Originally Posted By: Ira L
Without re-reading all of the above posts, have you found the following (posted on MacInTouch) to be the case:

"Mike Bombich, whose company makes Carbon Copy Cloner has stated in this podcast… that external backup drives in Catalina can no longer be HFS+ but must become APFS."

And does it really matter, or in what cases would it matter?

As far as I can discern it all depends on the definition of a "backup drive". Time Machine only works on drives formatted HFS+ and that is true in Mojave as well as Catalina.

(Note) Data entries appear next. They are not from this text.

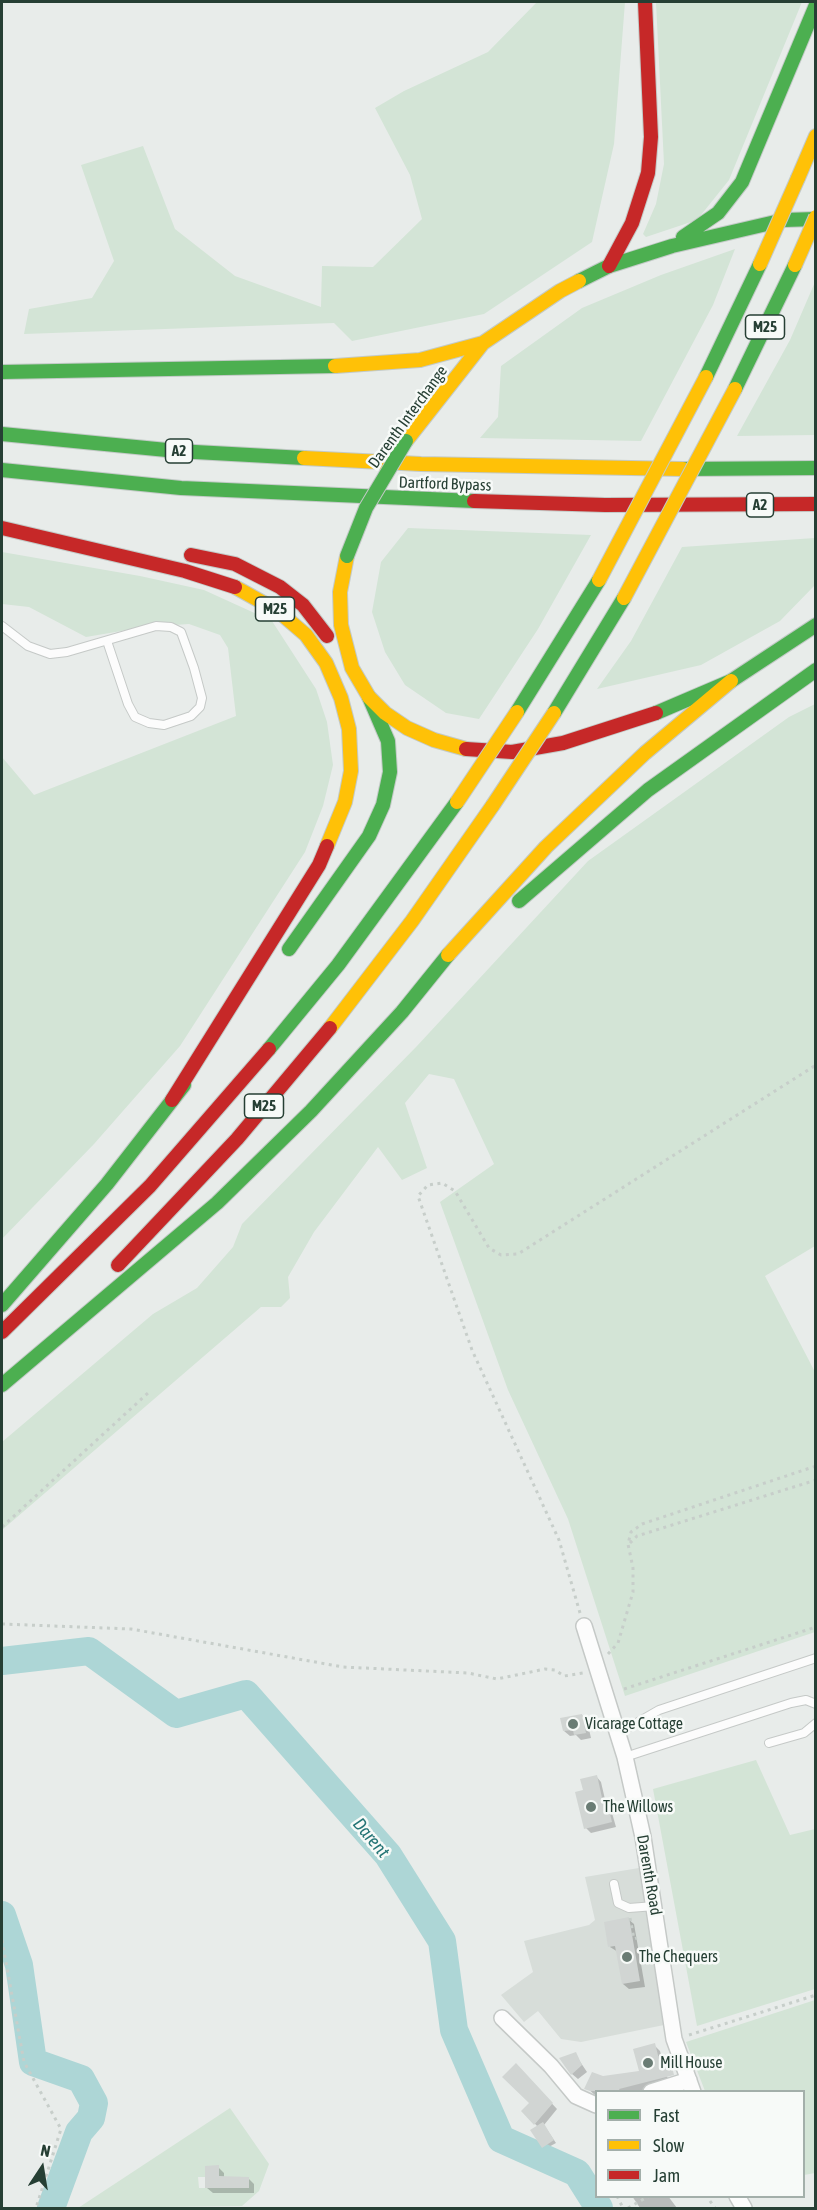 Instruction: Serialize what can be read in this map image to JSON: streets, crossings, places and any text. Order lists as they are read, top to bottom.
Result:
{
  "streets": {
    "highway": [
      "M25",
      "Darenth Interchange",
      "A2",
      "Dartford Bypass"
    ],
    "street": ["Darenth Road"]
  },
  "crossings": [
    ["M25", "Darenth Interchange"]
  ],
  "water": ["Darent"],
  "places": [
    "Vicarage Cottage",
    "The Willows",
    "The Chequers",
    "Mill House"
  ],
  "legend": ["Fast", "Slow", "Jam"],
  "north": "top"
}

I have an experimental version of Mike Bombich's Carbon Copy Cloner that has not been thoroughly vetted with Catalina but appears to work satisfactorily. The Note that accompanies it reads
Originally Posted By: CCC
  • The current build of CCC will not make a proper backup of a macOS Catalina startup disk. Don't attempt to back up the startup disk, and ignore any suggestions to reformat the destination as HFS+.
  • Your Catalina startup disk will not appear in CCC's sidebar.
  • If you would like to make a backup of your user data on a Catalina volume (not that you should be using it in production!), you may drag the /System/Volumes/Data folder onto CCC's Source selector to specify the Data volume as the source for a backup task.
  • Stay tuned for another beta release that will address most of the "backing up the Catalina startup disk" issues.
  • No, we don't have a timeline. The changes in Catalina that affect backup processes are more significant than any previous macOS release. CCC can make a bootable backup of Catalina (we had a proof of concept just days after Apple's announcement), and we will be ready for Catalina before it is released in the Fall. We will post another beta when we have addressed the bulk of the known issues. It's a long list, we appreciate your patience!

OBSERVATI0N: Mike Bombich has never been a fan of APFS so I tend to take his comments in light of that.


If we knew what it was we were doing, it wouldn't be called research, would it?